In 1968, Steve Reich coined the term Process Music to describe compositional designs that resemble “pulling back a swing, releasing it, and observing it gradually come to rest,” explaining that “once the musical process is set up and loaded it runs by itself.” In the mid-1970s, Brian Eno began using the expression Ambient Music to refer to atmospheric compositions that “must be able to accommodate many levels of listening attention without enforcing one in particular,” music that “must be as ignorable as it is interesting.”
A half century later, the music of James Peter Alfonse Falzone (b. 1986) might initially be viewed through a Process/Ambient stereoscopic lens, but the five works collected here certainly do not run by themselves, and they are anything but ignorable. Composed between 2017 and 2023, these compositions—each possessing its own bespoke generative system—provide a listener with immersive sonic environments that are beautiful and engaging upon first hearing, but also offer significant intellectual reward to those who choose to listen closer and dig deeper.
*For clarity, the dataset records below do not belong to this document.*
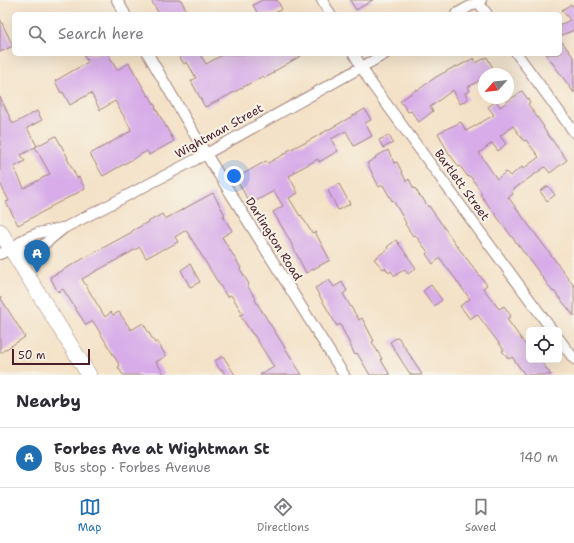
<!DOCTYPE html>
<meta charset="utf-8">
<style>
:root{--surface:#fff;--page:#f7f7f7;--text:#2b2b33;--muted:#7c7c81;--line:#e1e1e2;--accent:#1f6fb2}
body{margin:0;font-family:"Shantell Sans",sans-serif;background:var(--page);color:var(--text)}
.controls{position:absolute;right:12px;bottom:12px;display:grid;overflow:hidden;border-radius:6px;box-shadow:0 4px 16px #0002}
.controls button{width:36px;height:36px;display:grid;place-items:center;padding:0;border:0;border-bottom:1px solid var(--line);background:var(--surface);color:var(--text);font:20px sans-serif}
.compass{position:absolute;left:478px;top:68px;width:36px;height:36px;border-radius:50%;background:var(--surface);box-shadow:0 4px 16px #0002;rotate:243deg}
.scale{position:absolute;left:12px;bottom:10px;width:78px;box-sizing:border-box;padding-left:4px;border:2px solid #4a1f2b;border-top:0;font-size:11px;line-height:14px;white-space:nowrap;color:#4a1f2b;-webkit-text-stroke:3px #f7f3e8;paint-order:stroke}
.you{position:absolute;left:234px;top:176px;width:14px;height:14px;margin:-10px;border:3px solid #fff;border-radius:50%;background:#1a73e8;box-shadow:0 0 0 6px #1a73e833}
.badge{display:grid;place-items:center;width:26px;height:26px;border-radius:50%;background:var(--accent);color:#fff;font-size:13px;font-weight:700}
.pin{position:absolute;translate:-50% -33px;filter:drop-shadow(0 1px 2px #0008)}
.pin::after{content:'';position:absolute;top:21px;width:14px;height:12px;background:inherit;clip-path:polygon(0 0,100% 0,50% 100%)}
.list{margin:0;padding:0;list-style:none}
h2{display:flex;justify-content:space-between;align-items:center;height:52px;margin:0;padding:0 16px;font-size:17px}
h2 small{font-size:13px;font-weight:400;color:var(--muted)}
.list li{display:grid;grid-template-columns:26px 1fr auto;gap:12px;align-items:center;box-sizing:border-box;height:60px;padding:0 16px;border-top:1px solid var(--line)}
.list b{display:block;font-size:15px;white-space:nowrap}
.list p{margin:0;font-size:13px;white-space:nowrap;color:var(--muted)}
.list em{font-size:13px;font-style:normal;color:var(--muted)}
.icon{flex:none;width:22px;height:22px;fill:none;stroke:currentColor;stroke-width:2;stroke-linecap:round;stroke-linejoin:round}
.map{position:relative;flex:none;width:574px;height:375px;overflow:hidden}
.search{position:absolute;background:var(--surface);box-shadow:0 4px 16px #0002;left:12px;right:12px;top:12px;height:44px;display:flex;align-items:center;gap:10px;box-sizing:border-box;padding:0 14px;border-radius:6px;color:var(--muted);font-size:15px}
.sheet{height:112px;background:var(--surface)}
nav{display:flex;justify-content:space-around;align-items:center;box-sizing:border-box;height:56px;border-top:1px solid var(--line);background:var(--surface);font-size:11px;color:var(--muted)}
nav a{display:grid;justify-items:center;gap:2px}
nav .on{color:var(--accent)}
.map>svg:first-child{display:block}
.building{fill:#d7ace9;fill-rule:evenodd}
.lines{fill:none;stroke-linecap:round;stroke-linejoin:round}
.street-casing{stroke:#9f807a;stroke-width:12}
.primary-casing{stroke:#9f807a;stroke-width:16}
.street{stroke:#fff;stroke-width:10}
.primary{stroke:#fff;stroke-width:15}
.labels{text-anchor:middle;stroke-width:4;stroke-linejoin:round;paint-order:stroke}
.street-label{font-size:12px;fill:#4a1f2b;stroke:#f7f3e8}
</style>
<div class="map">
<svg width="574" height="375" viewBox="0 0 574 375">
<rect width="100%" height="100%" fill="#f7f3e8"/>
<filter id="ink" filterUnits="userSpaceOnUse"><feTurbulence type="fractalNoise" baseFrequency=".025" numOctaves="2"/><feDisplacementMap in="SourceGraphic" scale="8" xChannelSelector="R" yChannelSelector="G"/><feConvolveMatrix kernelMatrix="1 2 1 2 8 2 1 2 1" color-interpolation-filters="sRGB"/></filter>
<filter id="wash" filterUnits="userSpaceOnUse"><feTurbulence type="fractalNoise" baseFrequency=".012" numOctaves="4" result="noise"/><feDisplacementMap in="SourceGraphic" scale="16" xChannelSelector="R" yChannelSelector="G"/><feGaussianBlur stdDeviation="0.9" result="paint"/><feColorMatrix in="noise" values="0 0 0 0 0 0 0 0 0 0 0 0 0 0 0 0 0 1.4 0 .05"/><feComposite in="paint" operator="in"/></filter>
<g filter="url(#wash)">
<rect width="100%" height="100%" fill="#f4e2c8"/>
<g id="blocks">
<g class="building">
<polygon points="151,0 181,0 188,14 159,14"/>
<polygon points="262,0 277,0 282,9 273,14 258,14 253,5"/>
<polygon points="350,0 373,0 356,10"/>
<polygon points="571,4 574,8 574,30 560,36 560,25 570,20 562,10"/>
<polygon points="0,19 13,46 0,52"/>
<polygon points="560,39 574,58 574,93 546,54 560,54"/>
<polygon points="83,54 108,54 117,70 129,63 148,96 149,95 156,107 155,107 174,141 149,155 147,151 103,176 90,154 131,131 130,129 131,129 115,101 100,110 91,93 70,105 63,92 61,93 55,81 88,62"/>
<polygon points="178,54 201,54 200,54 206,64 224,54 304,54 273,72 274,73 265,78 263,76 229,95 205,107 191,81 196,78 187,62 184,64"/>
<polygon points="487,57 496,74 484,74 484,78 468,87 470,91 465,93 468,99 460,104 453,90 430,107 433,111 419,122 411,111 408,112 400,101 417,89 418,90 436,77 456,66 457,67 474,58 476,63"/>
<path d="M 522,91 L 530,102 L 528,104 L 544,127 L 543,128 L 567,160 L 550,173 L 545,167 L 511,191 L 513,194 L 508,197 L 574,286 L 574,316 L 554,291 L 553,292 L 525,253 L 524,253 L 480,194 L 482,193 L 470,176 L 468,177 L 460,166 L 459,167 L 448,152 L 438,133 L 461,122 L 466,131 L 494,115 L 488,107 L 496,101 L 500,107 ZM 513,126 L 524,141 L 526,140 L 539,157 L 523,169 L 522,167 L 510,176 L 506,172 L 497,179 L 479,153 L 492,143 L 498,151 L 506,144 L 500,136 Z"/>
<polygon points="0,97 13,124 37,111 42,120 27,128 37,146 21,155 25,161 14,167 24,188 50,174 35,147 56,136 68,158 67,158 77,178 79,177 85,189 50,207 50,208 18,225 6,202 9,201 0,183"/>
<polygon points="365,109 371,120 365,123 372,136 354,146 346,131 331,139 338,151 319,162 318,159 294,172 295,173 289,176 298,193 289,198 300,216 301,215 312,233 315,232 330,260 306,273 288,237 273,212 283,206 274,191 250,204 236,178 266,161 268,163 288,152 287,151 303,143 303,144"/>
<polygon points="389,135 393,143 383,148 379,140"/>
<polygon points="388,150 394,163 397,162 406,181 409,179 414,189 415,188 421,198 422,197 428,207 429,206 457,246 487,285 483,288 499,309 504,306 511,316 507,319 529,350 529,360 540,360 551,375 525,375 512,357 509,359 502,351 504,350 477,314 470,319 460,306 470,299 440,258 433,264 426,254 428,252 415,235 413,236 405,224 406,223 393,200 392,201 383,185 379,187 367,163 376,158 375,157"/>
<polygon points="339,184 350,204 338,210 328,190"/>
<polygon points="548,186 555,195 547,201 540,191"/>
<polygon points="213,193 225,215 223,216 232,231 222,237 241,268 240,269 249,284 247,285 256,299 255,300 302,375 260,375 274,367 254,335 253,335 240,315 243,314 231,295 227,297 186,230 175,237 178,242 165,249 165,248 146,258 140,247 82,279 105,317 111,312 113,315 119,312 131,330 143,323 155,343 157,341 166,356 156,362 165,375 123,375 118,367 120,366 93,321 86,325 63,289 58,292 50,277 132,232 132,231 162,214 165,219"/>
<polygon points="396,240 416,268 408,274 404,269 395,276 391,271 389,273 385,268 383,269 374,259 388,249 387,247"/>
<polygon points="190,264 200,282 190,287 181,270"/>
<polygon points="329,280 334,287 342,282 347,291 343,294 359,320 362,318 374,341 372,342 382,359 381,360 390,375 370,375 357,353 355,355 340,324 337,326 315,288"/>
<polygon points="431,285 442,300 434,306 423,291"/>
<polygon points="0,297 25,337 0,353"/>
<polygon points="398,337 415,363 422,375 411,375 401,360 390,342"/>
<polygon points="223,356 235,375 225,375 222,369 220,370 215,361"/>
</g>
</g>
</g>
<g filter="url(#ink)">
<use href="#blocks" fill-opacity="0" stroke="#9f807a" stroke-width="1"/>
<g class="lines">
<defs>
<g id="street">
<polyline points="117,0 125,14"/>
<polyline points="322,0 330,14"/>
<polyline points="478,2 487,14"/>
<polyline points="456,14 481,0"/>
<polyline points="148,54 206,154 344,375"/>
<polyline points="354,54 371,83 552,330"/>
<polyline points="517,54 574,132"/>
<polyline points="11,249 31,252 42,246 64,228 111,204 206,154 385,54"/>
<polyline points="0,254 11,249 26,238 38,233 62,228"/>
<polyline points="559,339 574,359"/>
</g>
<polyline id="primary" points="0,231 89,375"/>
</defs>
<use href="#street" class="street-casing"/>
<use href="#primary" class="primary-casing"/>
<use href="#street" class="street"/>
<use href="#primary" class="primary"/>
</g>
</g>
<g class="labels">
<g class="street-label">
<text transform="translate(219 131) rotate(-29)" y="4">Wightman Street</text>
<text transform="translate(462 185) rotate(54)" y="4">Bartlett Street</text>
<text transform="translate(274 239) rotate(58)" y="4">Darlington Road</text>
</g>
</g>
</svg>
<div class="controls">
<button><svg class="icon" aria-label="locate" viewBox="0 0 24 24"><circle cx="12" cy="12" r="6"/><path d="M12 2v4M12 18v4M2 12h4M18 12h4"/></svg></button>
</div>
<svg class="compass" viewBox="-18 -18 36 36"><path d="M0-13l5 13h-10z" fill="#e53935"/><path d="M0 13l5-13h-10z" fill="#7c7c81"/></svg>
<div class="scale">50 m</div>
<div class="you"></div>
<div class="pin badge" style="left:37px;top:273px">A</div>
<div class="search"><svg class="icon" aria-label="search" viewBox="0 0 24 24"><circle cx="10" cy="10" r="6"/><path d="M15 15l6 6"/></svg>Search here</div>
</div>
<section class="sheet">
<h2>Nearby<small></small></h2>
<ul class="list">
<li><span class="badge">A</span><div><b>Forbes Ave at Wightman St</b><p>Bus stop · Forbes Avenue</p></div><em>140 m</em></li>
</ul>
</section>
<nav>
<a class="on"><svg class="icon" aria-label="map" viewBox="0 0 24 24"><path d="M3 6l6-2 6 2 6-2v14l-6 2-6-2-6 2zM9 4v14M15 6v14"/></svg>Map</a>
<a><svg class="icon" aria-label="directions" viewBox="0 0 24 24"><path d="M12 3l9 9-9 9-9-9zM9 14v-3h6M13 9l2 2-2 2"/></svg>Directions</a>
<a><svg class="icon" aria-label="saved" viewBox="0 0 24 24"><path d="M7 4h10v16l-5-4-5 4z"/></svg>Saved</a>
</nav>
Attentive engagement with these works reveals complex worlds filled with beautiful contradictions: the music is discernably mechanized, but never obvious or predictable; the overall aesthetic is highly experimental, but the resulting sounds feel organic and natural; these pieces are distinctly cerebral, but often feel instinctual. One hears little if any of the jazzy diatonic bounce common to many compositions of Reich, and there is only occasional and far-removed resemblance to Eno’s characteristic pandiatonic harmonic clouds.
A listener is in fact far more likely to be reminded of the highly-patterned rhythmic and harmonic designs of Olivier Messiaen, or—going back a few centuries—the intricate clockwork constructions of Johannes Ockeghem. It is perhaps not insignificant that both Messiaen and Ockeghem frequently performed in churches, where stone surfaces and cavernous spaces allow sounds to ring and intermingle in a warm glow. Falzone, whose instrumental training includes pipe organ, often favors similarly reverberant sonic environments, where atmospheres of echo and reflection are created through the use of bell-like percussion instruments, resonant timbres, and long note-values.